What the exercise asks
Within the entries below, find the portion that opens with the line containing "M690,625H699L698,639H706L705,663H642V641L689,638Z" and closes with the line containing "M644,778L645,855". Retype that portion exactly and only.

Given data
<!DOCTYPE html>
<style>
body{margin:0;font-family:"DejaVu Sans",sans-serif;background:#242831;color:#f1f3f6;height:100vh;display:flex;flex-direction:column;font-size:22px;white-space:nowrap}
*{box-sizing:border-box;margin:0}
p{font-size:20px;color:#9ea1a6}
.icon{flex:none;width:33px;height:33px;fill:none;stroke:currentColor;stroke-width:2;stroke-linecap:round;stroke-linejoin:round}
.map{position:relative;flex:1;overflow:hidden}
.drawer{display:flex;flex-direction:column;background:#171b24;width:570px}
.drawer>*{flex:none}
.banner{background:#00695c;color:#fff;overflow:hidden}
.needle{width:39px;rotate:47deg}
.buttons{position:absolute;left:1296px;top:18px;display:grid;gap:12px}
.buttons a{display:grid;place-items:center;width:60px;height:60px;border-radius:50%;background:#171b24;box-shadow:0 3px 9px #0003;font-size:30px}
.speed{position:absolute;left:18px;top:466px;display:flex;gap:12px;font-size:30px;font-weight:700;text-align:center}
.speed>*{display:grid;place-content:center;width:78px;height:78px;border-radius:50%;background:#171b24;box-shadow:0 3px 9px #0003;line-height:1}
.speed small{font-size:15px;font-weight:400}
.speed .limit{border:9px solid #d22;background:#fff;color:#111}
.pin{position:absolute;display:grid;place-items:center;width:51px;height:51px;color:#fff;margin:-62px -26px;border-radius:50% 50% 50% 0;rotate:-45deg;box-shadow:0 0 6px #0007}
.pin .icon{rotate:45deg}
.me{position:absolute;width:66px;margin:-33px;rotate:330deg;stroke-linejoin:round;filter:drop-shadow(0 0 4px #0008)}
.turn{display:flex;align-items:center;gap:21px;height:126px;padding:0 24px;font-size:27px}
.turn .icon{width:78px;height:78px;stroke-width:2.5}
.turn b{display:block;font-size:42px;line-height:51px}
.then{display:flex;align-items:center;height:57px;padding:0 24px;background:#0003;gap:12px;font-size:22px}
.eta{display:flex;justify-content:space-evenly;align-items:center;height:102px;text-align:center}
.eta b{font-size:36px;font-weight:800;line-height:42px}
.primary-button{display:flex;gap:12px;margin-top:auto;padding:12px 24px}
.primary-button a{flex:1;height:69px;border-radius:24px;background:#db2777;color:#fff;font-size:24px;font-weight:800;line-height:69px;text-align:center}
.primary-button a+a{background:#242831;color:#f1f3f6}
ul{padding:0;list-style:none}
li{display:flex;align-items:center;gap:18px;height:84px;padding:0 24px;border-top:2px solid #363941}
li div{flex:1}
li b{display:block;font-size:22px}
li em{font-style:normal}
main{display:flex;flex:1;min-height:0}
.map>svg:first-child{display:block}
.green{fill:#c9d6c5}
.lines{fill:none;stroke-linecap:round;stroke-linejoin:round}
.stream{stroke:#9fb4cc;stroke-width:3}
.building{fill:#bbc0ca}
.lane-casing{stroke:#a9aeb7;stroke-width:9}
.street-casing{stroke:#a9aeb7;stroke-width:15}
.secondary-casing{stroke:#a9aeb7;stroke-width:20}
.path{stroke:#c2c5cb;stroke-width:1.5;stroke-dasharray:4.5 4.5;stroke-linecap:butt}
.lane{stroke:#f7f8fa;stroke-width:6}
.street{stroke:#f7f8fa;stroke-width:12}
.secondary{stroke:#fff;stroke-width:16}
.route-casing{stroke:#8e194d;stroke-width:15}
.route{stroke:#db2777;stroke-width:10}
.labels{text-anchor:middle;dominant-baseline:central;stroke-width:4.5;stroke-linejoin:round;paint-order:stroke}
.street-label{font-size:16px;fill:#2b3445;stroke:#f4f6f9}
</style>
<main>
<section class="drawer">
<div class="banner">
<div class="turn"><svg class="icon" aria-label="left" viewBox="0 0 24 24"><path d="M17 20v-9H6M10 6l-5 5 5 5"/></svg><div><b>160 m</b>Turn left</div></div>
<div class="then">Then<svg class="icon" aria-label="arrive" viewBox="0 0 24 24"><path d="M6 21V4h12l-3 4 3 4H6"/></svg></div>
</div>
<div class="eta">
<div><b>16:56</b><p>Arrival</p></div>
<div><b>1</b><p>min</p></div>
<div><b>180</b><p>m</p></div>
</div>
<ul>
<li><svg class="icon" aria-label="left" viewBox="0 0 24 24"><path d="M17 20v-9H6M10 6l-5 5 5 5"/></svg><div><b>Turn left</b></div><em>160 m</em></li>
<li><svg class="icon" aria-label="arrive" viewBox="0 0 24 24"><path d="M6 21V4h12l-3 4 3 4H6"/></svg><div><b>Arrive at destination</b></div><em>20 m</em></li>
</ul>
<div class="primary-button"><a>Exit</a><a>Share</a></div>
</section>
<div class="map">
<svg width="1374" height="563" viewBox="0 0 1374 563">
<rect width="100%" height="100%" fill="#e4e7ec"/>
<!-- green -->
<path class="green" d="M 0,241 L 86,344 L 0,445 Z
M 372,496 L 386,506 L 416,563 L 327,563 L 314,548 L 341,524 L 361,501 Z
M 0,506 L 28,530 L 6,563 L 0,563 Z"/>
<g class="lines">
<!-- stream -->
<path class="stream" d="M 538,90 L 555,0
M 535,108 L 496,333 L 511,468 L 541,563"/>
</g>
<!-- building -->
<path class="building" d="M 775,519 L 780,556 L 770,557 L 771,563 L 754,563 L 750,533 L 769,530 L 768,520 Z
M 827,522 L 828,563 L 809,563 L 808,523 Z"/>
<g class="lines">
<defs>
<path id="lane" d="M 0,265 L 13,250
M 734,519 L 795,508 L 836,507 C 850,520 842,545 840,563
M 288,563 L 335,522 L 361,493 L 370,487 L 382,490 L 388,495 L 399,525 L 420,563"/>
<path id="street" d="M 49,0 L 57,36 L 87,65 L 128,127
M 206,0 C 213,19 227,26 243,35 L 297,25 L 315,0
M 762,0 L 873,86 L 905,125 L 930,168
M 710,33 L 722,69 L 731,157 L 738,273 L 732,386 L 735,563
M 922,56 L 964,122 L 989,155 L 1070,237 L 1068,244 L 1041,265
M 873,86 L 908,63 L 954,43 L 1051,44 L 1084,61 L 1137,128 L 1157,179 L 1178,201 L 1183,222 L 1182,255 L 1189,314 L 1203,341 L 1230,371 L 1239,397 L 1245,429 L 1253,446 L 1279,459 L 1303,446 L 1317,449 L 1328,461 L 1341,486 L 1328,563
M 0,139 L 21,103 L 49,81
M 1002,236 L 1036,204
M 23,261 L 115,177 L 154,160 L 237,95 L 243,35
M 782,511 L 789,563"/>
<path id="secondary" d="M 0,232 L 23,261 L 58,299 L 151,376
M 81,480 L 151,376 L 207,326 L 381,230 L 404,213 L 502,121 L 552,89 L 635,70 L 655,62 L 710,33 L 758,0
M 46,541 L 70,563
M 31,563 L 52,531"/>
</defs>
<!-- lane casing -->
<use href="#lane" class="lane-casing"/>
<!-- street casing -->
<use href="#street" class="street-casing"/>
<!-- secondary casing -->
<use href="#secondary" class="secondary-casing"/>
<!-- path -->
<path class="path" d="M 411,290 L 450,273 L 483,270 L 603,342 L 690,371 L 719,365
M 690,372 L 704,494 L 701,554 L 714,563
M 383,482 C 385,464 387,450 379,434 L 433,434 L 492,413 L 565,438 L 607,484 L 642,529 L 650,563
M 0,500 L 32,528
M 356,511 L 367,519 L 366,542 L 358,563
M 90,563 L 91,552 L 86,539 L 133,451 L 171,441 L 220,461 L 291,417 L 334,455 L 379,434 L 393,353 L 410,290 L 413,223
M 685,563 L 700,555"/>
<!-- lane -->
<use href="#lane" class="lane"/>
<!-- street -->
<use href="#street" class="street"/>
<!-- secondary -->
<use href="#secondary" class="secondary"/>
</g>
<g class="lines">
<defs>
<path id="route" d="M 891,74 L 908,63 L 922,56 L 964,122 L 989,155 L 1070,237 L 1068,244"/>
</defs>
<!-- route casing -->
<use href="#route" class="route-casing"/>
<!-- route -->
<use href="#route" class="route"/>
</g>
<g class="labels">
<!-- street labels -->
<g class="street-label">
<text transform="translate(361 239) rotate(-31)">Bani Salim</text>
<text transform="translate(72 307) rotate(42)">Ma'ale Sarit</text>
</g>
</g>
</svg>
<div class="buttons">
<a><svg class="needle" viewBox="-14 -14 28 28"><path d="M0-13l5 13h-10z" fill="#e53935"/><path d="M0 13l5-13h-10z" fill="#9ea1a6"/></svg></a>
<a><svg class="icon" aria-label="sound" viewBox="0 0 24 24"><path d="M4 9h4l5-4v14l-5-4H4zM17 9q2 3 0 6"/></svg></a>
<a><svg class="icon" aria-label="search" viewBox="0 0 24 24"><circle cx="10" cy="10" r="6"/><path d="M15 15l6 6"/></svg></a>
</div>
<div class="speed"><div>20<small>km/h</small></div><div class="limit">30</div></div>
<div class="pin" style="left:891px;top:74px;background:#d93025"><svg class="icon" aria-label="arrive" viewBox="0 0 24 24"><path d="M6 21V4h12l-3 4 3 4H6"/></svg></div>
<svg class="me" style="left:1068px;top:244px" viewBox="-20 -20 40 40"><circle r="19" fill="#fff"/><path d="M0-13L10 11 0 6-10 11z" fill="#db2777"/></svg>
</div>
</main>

--

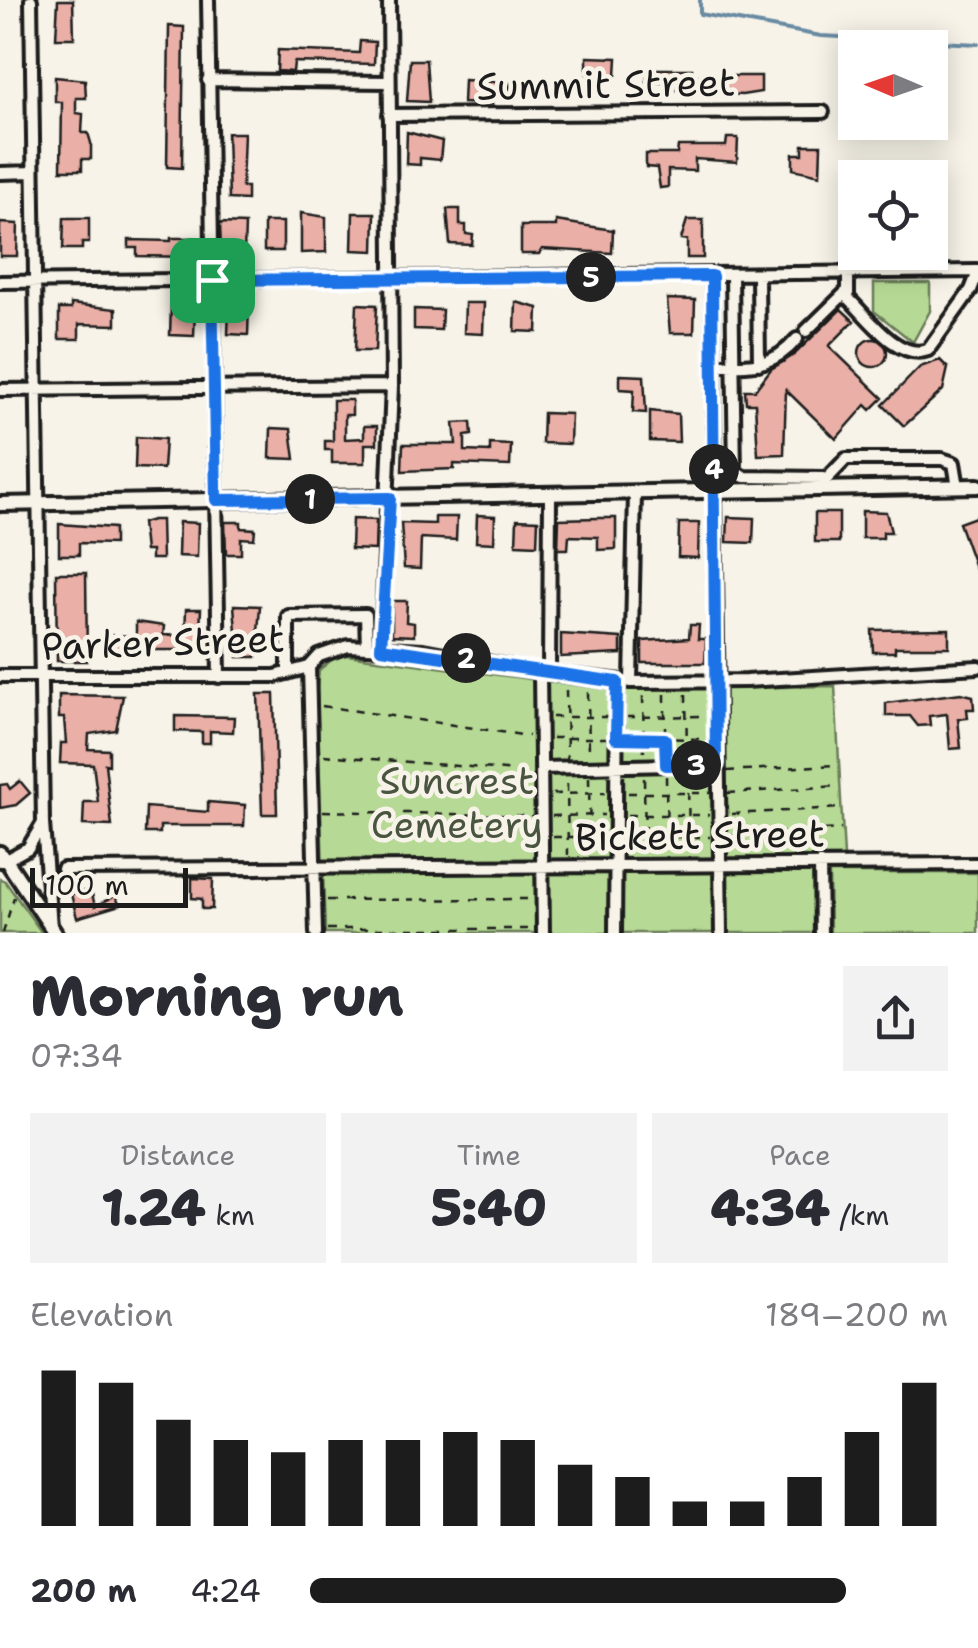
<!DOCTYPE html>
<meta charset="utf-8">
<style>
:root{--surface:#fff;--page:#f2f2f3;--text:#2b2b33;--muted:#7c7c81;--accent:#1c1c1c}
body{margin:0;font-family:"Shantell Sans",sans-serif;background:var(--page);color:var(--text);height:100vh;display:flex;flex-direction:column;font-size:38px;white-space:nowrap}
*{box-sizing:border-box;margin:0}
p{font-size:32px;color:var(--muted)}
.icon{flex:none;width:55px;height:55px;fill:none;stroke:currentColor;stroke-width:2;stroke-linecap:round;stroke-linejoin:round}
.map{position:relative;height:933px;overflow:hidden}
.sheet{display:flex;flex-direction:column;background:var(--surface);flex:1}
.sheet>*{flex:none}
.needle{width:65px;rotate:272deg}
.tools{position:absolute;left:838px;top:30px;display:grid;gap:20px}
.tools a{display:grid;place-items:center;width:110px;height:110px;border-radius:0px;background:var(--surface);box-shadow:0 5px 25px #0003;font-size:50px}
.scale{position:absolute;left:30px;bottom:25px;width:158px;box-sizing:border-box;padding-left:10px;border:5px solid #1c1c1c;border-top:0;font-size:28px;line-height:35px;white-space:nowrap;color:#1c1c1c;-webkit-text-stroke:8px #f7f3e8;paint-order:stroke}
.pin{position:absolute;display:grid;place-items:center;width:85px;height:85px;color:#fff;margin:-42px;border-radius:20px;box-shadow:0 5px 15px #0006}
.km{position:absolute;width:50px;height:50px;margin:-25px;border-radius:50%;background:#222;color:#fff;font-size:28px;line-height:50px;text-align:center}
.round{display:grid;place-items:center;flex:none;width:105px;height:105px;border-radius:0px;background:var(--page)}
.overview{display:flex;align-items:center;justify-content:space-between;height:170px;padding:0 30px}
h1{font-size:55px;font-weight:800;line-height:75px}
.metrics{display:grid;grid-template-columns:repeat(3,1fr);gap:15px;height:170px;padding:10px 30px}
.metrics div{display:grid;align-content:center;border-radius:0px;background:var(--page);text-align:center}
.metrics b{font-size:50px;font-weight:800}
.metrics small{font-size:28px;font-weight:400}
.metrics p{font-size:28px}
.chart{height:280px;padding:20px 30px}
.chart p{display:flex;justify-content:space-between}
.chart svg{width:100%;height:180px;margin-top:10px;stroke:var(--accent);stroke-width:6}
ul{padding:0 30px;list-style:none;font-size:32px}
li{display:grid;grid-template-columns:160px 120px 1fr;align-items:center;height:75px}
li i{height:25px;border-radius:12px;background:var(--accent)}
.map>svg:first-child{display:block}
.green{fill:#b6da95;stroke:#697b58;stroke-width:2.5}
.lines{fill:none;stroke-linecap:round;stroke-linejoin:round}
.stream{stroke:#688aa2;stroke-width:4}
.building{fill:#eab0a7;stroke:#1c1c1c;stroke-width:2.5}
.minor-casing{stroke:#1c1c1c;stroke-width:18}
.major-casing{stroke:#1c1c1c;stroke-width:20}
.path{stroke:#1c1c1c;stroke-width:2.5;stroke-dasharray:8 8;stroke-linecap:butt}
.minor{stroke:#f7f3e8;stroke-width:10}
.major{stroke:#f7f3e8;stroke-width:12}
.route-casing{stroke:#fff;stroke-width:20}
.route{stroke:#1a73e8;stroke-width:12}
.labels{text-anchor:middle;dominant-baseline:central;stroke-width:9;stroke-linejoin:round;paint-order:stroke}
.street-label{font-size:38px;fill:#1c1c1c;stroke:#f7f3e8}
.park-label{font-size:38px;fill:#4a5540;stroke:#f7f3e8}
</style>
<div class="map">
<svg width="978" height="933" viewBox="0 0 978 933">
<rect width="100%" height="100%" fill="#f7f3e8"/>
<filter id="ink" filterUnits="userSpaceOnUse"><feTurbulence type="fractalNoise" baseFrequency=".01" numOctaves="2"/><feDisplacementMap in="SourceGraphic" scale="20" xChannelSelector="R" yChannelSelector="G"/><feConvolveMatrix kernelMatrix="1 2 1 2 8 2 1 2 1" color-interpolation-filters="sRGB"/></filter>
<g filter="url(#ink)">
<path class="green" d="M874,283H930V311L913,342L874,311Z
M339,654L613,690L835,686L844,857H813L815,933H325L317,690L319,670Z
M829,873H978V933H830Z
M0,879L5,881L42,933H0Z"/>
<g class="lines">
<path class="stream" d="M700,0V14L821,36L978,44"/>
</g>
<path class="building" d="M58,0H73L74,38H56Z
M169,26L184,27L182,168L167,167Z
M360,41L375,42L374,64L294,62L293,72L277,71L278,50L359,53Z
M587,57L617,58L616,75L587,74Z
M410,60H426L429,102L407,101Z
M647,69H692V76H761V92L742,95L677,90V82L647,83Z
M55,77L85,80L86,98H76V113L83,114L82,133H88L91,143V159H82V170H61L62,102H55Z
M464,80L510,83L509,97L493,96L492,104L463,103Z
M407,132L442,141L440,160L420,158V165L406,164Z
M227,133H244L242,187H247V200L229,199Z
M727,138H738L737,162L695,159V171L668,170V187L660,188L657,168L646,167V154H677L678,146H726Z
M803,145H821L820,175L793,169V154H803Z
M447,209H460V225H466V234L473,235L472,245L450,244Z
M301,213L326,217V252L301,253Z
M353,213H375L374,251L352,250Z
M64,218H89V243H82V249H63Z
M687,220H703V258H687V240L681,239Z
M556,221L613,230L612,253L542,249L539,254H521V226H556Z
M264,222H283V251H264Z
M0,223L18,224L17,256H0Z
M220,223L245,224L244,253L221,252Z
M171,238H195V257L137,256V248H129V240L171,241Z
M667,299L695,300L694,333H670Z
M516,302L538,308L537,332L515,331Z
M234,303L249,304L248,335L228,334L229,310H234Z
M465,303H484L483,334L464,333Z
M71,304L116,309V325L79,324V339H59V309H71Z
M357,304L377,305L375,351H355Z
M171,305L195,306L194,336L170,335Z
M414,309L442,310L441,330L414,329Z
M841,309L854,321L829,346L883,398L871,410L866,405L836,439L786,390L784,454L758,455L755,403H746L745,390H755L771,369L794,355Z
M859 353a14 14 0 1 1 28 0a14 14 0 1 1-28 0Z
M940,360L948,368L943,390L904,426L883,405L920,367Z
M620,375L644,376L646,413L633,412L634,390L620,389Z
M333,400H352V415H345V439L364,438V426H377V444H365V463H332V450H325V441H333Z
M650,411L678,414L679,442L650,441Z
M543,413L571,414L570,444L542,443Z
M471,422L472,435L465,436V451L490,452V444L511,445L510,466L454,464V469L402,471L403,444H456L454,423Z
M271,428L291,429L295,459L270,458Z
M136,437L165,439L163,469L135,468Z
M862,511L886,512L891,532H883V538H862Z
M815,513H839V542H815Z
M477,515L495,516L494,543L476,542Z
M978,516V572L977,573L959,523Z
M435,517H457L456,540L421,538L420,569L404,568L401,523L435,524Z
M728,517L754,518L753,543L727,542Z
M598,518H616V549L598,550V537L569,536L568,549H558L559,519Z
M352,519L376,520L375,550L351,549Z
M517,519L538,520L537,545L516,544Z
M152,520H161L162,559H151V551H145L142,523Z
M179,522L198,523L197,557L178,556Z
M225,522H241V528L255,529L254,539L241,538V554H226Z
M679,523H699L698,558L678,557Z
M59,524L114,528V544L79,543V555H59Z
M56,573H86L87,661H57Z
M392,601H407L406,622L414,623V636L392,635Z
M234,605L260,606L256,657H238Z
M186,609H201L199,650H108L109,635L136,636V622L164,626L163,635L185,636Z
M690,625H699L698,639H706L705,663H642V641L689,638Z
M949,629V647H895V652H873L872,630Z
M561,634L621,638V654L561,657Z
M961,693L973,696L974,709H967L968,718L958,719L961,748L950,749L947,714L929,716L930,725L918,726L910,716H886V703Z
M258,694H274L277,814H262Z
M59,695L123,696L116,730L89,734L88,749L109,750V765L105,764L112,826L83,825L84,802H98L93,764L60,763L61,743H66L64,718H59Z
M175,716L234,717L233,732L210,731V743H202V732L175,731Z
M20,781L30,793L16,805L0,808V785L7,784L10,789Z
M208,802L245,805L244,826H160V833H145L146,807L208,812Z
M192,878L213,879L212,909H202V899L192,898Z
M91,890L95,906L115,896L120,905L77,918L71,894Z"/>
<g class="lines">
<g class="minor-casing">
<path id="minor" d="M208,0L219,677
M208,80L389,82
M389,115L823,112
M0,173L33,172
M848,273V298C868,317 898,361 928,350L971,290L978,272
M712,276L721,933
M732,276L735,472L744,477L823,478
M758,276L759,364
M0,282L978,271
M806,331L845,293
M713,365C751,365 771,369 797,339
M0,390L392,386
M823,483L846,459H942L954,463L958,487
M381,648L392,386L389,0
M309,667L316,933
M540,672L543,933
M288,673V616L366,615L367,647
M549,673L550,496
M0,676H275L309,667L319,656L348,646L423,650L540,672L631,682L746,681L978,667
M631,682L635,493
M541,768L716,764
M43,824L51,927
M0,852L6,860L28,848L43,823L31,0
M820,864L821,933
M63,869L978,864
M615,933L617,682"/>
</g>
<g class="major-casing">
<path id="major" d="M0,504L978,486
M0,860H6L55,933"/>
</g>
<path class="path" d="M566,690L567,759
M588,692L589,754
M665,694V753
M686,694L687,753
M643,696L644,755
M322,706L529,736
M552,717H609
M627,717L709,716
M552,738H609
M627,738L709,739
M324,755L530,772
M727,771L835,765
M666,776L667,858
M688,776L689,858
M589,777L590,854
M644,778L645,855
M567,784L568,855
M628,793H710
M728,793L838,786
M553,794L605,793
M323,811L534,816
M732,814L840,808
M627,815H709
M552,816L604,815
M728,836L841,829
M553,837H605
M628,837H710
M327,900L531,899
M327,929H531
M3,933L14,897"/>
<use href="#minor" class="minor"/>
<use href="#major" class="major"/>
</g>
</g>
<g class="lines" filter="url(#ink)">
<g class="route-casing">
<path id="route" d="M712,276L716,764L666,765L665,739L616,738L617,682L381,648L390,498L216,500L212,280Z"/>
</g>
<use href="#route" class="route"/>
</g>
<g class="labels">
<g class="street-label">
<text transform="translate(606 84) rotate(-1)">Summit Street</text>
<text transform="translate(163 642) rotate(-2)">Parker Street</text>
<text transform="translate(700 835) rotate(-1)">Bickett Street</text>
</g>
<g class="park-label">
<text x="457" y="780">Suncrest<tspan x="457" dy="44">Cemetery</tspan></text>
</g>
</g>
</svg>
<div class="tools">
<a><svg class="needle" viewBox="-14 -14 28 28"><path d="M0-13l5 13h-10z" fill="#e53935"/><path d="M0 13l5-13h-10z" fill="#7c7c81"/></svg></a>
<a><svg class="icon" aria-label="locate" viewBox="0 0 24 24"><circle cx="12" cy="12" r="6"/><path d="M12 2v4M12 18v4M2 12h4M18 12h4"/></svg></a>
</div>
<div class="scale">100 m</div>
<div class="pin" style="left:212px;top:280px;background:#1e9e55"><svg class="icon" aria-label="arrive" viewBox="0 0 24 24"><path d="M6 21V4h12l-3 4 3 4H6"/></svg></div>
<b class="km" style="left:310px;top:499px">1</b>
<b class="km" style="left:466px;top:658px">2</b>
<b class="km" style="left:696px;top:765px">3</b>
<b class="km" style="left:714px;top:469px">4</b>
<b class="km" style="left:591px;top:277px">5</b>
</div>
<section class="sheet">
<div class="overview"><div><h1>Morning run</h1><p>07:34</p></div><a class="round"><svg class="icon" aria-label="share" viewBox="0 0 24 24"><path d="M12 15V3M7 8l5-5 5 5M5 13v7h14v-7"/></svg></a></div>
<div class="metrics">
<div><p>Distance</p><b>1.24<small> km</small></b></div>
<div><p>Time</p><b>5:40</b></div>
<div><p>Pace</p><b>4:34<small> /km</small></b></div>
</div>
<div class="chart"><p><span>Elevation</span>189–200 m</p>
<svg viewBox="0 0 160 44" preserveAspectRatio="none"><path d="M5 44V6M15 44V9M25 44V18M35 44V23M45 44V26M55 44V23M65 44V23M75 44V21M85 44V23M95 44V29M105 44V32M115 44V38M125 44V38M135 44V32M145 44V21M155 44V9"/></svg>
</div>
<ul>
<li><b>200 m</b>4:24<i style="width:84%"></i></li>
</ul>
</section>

Problem solution
M690,625H699L698,639H706L705,663H642V641L689,638Z
M949,629V647H895V652H873L872,630Z
M561,634L621,638V654L561,657Z
M961,693L973,696L974,709H967L968,718L958,719L961,748L950,749L947,714L929,716L930,725L918,726L910,716H886V703Z
M258,694H274L277,814H262Z
M59,695L123,696L116,730L89,734L88,749L109,750V765L105,764L112,826L83,825L84,802H98L93,764L60,763L61,743H66L64,718H59Z
M175,716L234,717L233,732L210,731V743H202V732L175,731Z
M20,781L30,793L16,805L0,808V785L7,784L10,789Z
M208,802L245,805L244,826H160V833H145L146,807L208,812Z
M192,878L213,879L212,909H202V899L192,898Z
M91,890L95,906L115,896L120,905L77,918L71,894Z"/>
<g class="lines">
<g class="minor-casing">
<path id="minor" d="M208,0L219,677
M208,80L389,82
M389,115L823,112
M0,173L33,172
M848,273V298C868,317 898,361 928,350L971,290L978,272
M712,276L721,933
M732,276L735,472L744,477L823,478
M758,276L759,364
M0,282L978,271
M806,331L845,293
M713,365C751,365 771,369 797,339
M0,390L392,386
M823,483L846,459H942L954,463L958,487
M381,648L392,386L389,0
M309,667L316,933
M540,672L543,933
M288,673V616L366,615L367,647
M549,673L550,496
M0,676H275L309,667L319,656L348,646L423,650L540,672L631,682L746,681L978,667
M631,682L635,493
M541,768L716,764
M43,824L51,927
M0,852L6,860L28,848L43,823L31,0
M820,864L821,933
M63,869L978,864
M615,933L617,682"/>
</g>
<g class="major-casing">
<path id="major" d="M0,504L978,486
M0,860H6L55,933"/>
</g>
<path class="path" d="M566,690L567,759
M588,692L589,754
M665,694V753
M686,694L687,753
M643,696L644,755
M322,706L529,736
M552,717H609
M627,717L709,716
M552,738H609
M627,738L709,739
M324,755L530,772
M727,771L835,765
M666,776L667,858
M688,776L689,858
M589,777L590,854
M644,778L645,855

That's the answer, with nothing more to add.